I spent a total of five days in Phnom Penh doing the below itinerary plus a rest and swimming day. This was the perfect amount of time for me. I didn’t feel rushed and felt that this itinerary allowed me to have a good understanding of the culture and history of Cambodia, including the harrowing era of Pol Pot. I visited Phnom Penh first, rather than Siem Reap first. I felt that this was a good way around to do it because Phnom Penh was a good introduction to Cambodia and I didn’t want to spend the whole holiday worrying about visiting the killing fields.

If you had less time and want to spend just 2 days in Phnom Penh then I would recommend prioritising the days for S21 and the killing fields and the Royal Palace and Cambodia Museum.

How to get to Phnom Penh

Phnom Penh has an airport and you can get from the airport to downtown hotels easily in a tuk-tuk. I would recommend using and downloading the GRAB app for ordering taxis and tuk-tuks in Cambodia. This way it is safer and you know how much you should be paying.

There are buses to Phnom Penh from Siem Reap, but it takes a long time and the condition of the buses is not great.

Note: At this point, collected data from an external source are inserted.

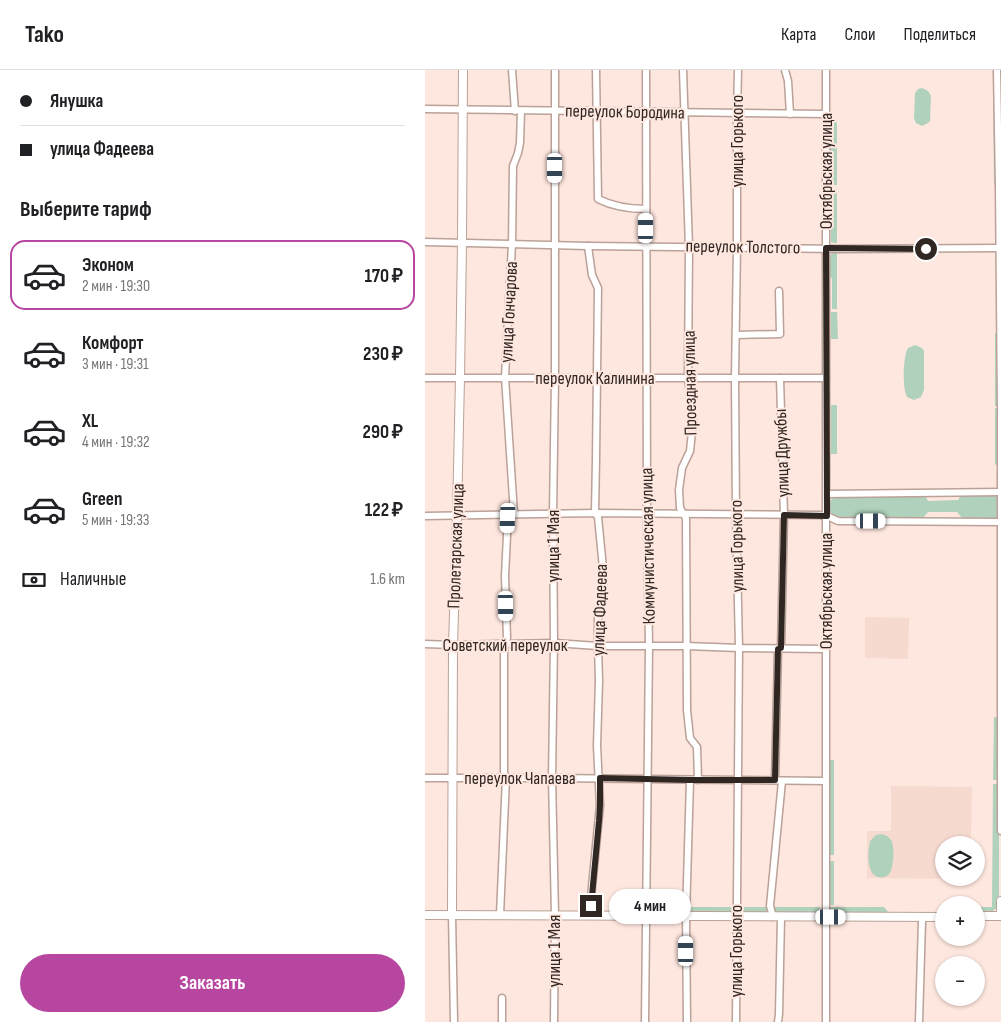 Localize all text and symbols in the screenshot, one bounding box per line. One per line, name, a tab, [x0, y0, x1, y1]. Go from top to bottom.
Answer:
text: Tako	[25, 20, 64, 49]
text: Карта	[781, 24, 817, 45]
text: Слои	[845, 24, 876, 45]
text: Поделиться	[904, 24, 976, 45]
text: Янушка	[50, 90, 103, 113]
street label: улица Горького	[727, 95, 748, 187]
street label: переулок Бородина	[565, 100, 685, 124]
street label: Октябрьская улица	[816, 113, 837, 229]
text: улица Фадеева	[50, 138, 154, 161]
car	[547, 153, 562, 183]
text: Выберите тариф	[20, 196, 152, 223]
car	[638, 213, 653, 243]
street label: переулок Толстого	[686, 236, 800, 258]
route start	[915, 238, 937, 260]
icon: car	[22, 253, 67, 298]
text: Эконом	[82, 254, 134, 277]
street label: улица Гончарова	[496, 261, 522, 363]
text: 170 ₽	[364, 265, 403, 288]
text: 2 мин · 19:30	[82, 277, 150, 296]
street label: Проездная улица	[679, 330, 701, 436]
icon: car	[22, 331, 67, 376]
text: Комфорт	[82, 332, 144, 355]
text: 230 ₽	[363, 343, 403, 366]
text: 3 мин · 19:31	[82, 355, 149, 374]
street label: переулок Калинина	[535, 368, 655, 389]
street label: улица Дружбы	[770, 408, 794, 498]
icon: car	[22, 409, 67, 454]
text: XL	[82, 410, 98, 433]
text: 290 ₽	[363, 421, 403, 444]
text: 4 мин · 19:32	[82, 433, 150, 452]
street label: Коммунистическая улица	[636, 467, 660, 624]
street label: Пролетарская улица	[443, 483, 469, 609]
icon: car	[22, 487, 67, 532]
text: Green	[82, 488, 122, 511]
text: 122 ₽	[365, 499, 403, 522]
street label: улица Горького	[726, 500, 748, 592]
car	[499, 503, 516, 533]
street label: улица 1 Мая	[543, 510, 564, 582]
text: 5 мин · 19:33	[82, 511, 150, 530]
car	[856, 514, 886, 529]
street label: Октябрьская улица	[816, 533, 837, 649]
street label: улица Фадеева	[588, 563, 612, 656]
icon: cash	[20, 566, 48, 594]
text: Наличные	[60, 568, 126, 591]
text: 1.6 km	[370, 570, 405, 589]
car	[498, 591, 513, 621]
street label: Советский переулок	[442, 635, 568, 656]
street label: переулок Чапаева	[464, 768, 576, 789]
map controls	[935, 836, 985, 1006]
button: layers	[935, 836, 985, 886]
callout: 4 мин	[609, 888, 691, 924]
route end	[580, 895, 602, 917]
button: +	[935, 896, 985, 946]
text: 4 мин	[634, 897, 666, 916]
street label: улица Горького	[726, 905, 747, 997]
car	[816, 910, 846, 925]
street label: улица 1 Мая	[544, 915, 565, 987]
car	[678, 936, 693, 966]
button: Заказать	[20, 954, 405, 1012]
button: −	[935, 956, 985, 1006]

Often they burn things in the fields in the countryside which can make the air full of smoke (this was terrible for my asthma). Also the standard of safety for vehicles in Cambodia is not always up to scratch. So if you can afford to fly I would recommend this option.

I took the plane from Siem Reap to Phnom Penh with Lanmei airlines. It was good value, quick and comfortable. You can read my Lanmei Airlines review here.

Things to know before you go to Phnom Penh

There are a few things to know before travelling to Phnom Penh. Health and safety isn’t always their top priority! Expect to see cars without seatbelts, workmen on building sites without protective head gear and sometimes people dangerously crossing roads.

You might also find that you don’t always get what you ordered in bars or restaurants. They made a few mistakes with our orders in Phnom Penh – this never happened to me in Thailand!

The last thing to be aware of is the money situation. They work on a dual currency system here in Cambodia – with Cambodian Rials and USD being used side by side. One dollar is actually 4000 Rials! This means that if they might give you change in dollars but then 1000 Rials for a quarter! It is very confusing at first, but you do eventually get used to it!

The roads in Phnom Penh were much better than roads to and around Siem Reap, which is a plus.

How to spend 4 days in Phnom Penh

Here’s a brief summary of the perfect 4 day Phnom Penh itinerary.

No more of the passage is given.